There is a nice characterization: a functor $F\colon \mathcal{C}\to \mathcal{D}$ is an equivalence of categories if and only if it is 1) fully faithful (meaning that $\operatorname{Hom}_\mathcal{C} (X,Y) \to \operatorname{Hom}_\mathcal{D} (F (X), F (Y))$ is a natural bijection) and 2) essentially surjective (meaning that for every object $A\in \mathcal{D}$ there exists $X\in \mathcal{C}$ such that $F (X) \cong A$).
It is an instuctive exercise to show that any equivalence is fully faithful. Note that you have families of natural isomorphisms $\eta_X\colon X\xrightarrow{\cong} G F (X)$, so by looking at the corresponding naturality squares it is easy to show that
1) $F$ is faithfull: $F (f) = F (f')$ implies $G F (f) = G F (f')$ and then $f = f'$.
2) $F$ is full: for an arrow $F(X) \xrightarrow{g} F(Y)$ in $\mathcal{D}$ you can find an arrow $f$ such that $G F (f) = G (g)$. This implies $F (f) = g$ by 1).

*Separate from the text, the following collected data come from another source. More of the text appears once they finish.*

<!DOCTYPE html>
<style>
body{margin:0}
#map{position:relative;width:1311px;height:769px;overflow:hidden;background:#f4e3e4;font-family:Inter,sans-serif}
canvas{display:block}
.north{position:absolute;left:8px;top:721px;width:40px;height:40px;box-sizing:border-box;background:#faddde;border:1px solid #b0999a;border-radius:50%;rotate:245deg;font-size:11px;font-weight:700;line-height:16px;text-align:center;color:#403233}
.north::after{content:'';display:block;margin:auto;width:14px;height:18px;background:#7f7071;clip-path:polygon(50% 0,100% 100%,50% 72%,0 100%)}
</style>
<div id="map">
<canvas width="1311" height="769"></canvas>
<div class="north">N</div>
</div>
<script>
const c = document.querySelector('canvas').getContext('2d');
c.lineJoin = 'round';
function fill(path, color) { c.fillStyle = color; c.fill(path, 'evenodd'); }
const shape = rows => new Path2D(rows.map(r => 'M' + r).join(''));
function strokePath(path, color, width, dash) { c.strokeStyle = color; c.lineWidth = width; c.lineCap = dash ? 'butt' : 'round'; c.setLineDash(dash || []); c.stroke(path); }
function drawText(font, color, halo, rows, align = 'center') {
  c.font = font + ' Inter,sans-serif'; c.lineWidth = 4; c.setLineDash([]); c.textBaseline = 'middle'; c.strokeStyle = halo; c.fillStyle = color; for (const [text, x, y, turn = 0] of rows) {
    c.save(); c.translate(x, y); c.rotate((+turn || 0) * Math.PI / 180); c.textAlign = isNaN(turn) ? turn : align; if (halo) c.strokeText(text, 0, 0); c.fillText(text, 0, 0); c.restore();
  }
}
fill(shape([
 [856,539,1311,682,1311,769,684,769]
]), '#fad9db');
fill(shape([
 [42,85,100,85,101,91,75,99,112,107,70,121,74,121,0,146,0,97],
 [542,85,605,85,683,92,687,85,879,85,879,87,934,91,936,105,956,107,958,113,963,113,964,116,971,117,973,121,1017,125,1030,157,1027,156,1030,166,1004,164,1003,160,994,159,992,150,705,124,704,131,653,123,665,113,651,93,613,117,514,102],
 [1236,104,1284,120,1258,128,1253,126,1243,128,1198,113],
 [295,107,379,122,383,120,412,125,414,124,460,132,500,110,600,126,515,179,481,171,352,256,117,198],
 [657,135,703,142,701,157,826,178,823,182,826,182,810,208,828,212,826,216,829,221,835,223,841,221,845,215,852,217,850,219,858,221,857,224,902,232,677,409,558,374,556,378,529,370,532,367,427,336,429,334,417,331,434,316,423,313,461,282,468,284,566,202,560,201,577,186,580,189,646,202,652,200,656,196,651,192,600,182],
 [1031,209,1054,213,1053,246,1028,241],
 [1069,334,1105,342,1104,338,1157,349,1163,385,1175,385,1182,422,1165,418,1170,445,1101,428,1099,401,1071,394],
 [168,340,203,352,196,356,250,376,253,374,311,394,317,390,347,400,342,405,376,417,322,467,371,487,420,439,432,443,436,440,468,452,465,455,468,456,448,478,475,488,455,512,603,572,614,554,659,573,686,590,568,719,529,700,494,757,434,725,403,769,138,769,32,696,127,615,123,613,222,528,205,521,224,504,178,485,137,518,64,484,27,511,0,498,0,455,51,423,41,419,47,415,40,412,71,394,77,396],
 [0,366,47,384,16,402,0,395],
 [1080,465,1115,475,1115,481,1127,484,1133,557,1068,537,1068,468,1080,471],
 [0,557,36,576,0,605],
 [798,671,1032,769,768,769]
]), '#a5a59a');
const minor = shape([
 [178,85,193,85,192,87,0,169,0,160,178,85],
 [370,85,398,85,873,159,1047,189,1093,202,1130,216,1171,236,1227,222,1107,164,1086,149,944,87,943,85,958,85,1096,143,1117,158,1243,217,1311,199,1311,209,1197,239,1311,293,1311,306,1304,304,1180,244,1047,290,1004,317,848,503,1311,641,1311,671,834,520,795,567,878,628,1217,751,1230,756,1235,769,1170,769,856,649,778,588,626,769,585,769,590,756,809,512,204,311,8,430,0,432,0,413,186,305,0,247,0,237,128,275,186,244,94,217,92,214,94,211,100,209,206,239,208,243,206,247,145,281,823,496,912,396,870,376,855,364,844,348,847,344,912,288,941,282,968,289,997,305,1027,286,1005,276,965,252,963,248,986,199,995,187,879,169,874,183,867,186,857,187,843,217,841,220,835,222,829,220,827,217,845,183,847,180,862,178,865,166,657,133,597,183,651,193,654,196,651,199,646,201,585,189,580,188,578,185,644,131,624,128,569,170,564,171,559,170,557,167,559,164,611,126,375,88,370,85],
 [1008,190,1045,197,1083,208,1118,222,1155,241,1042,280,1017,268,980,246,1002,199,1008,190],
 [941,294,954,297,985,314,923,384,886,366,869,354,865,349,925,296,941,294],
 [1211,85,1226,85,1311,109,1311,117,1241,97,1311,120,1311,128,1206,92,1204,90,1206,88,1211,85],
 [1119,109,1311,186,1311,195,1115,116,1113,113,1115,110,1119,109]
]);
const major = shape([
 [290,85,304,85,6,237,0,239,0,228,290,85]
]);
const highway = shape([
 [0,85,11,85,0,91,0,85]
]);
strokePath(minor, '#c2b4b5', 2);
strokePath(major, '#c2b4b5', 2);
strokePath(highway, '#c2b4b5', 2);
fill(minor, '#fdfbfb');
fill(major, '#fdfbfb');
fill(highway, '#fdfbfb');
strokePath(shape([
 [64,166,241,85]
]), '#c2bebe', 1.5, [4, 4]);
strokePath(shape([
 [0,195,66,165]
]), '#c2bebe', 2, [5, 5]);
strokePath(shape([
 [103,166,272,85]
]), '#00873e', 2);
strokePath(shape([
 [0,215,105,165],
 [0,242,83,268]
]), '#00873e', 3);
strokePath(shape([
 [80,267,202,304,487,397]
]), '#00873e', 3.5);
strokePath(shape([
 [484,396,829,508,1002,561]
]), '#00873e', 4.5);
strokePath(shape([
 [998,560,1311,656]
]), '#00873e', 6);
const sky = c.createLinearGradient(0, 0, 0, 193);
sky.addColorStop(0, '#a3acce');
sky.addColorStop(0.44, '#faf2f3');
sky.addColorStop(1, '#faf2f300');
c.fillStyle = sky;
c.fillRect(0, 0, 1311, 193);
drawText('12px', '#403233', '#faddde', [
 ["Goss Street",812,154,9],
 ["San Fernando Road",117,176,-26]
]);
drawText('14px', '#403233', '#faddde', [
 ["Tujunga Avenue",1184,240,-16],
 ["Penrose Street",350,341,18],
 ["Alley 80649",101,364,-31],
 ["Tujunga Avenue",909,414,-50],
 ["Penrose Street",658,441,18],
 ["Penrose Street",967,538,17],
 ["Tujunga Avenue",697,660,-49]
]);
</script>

Edit: in your particular case, to see that $f \mapsto GF (f)$ is surjective, look at the naturality square
$$\require{AMScd}
\begin{CD}
X @>{\eta_X}>>  GF (X) \\
@VV f V        @VV GF (f) V\\
Y @>\eta_Y>> GF (Y)
\end{CD}$$
$\eta_X$ and $\eta_Y$ are isomorphisms, hence $GF (f) = \eta_Y\circ f\circ \eta_X^{-1}$. So for any given morphism $g\colon GF (X) \to GF (Y)$ you may consider $f = \eta_Y^{-1}\circ g\circ \eta_X$, and then $GF (f) = g$.